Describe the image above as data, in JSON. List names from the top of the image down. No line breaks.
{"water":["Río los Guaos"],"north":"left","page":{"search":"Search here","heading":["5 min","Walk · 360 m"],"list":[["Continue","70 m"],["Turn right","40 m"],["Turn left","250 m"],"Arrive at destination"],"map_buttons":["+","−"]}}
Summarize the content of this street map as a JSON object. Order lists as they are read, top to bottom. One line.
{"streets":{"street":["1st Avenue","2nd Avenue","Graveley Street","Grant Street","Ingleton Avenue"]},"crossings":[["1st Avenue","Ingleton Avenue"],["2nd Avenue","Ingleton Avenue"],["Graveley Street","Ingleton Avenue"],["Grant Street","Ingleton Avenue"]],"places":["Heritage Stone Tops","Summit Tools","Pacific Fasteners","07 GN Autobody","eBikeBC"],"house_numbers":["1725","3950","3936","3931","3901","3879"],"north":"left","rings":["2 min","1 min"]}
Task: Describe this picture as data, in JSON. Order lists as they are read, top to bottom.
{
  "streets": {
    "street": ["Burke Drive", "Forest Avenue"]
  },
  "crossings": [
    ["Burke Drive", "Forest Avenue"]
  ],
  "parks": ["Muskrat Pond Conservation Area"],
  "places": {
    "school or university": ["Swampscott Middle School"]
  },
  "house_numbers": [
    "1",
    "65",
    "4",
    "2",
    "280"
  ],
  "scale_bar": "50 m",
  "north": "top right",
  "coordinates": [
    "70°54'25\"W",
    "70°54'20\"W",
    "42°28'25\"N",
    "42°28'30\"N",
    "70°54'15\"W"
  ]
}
○ ○ ○ ○ ○
**Brief:**
Your answer must be the line containing "Task: Describe this" and every line after it through the end of the records above, reproduced exactly and alone.

**Answer box:**
Task: Describe this picture as data, in JSON. Order lists as they are read, top to bottom.
{
  "streets": {
    "street": ["Burke Drive", "Forest Avenue"]
  },
  "crossings": [
    ["Burke Drive", "Forest Avenue"]
  ],
  "parks": ["Muskrat Pond Conservation Area"],
  "places": {
    "school or university": ["Swampscott Middle School"]
  },
  "house_numbers": [
    "1",
    "65",
    "4",
    "2",
    "280"
  ],
  "scale_bar": "50 m",
  "north": "top right",
  "coordinates": [
    "70°54'25\"W",
    "70°54'20\"W",
    "42°28'25\"N",
    "42°28'30\"N",
    "70°54'15\"W"
  ]
}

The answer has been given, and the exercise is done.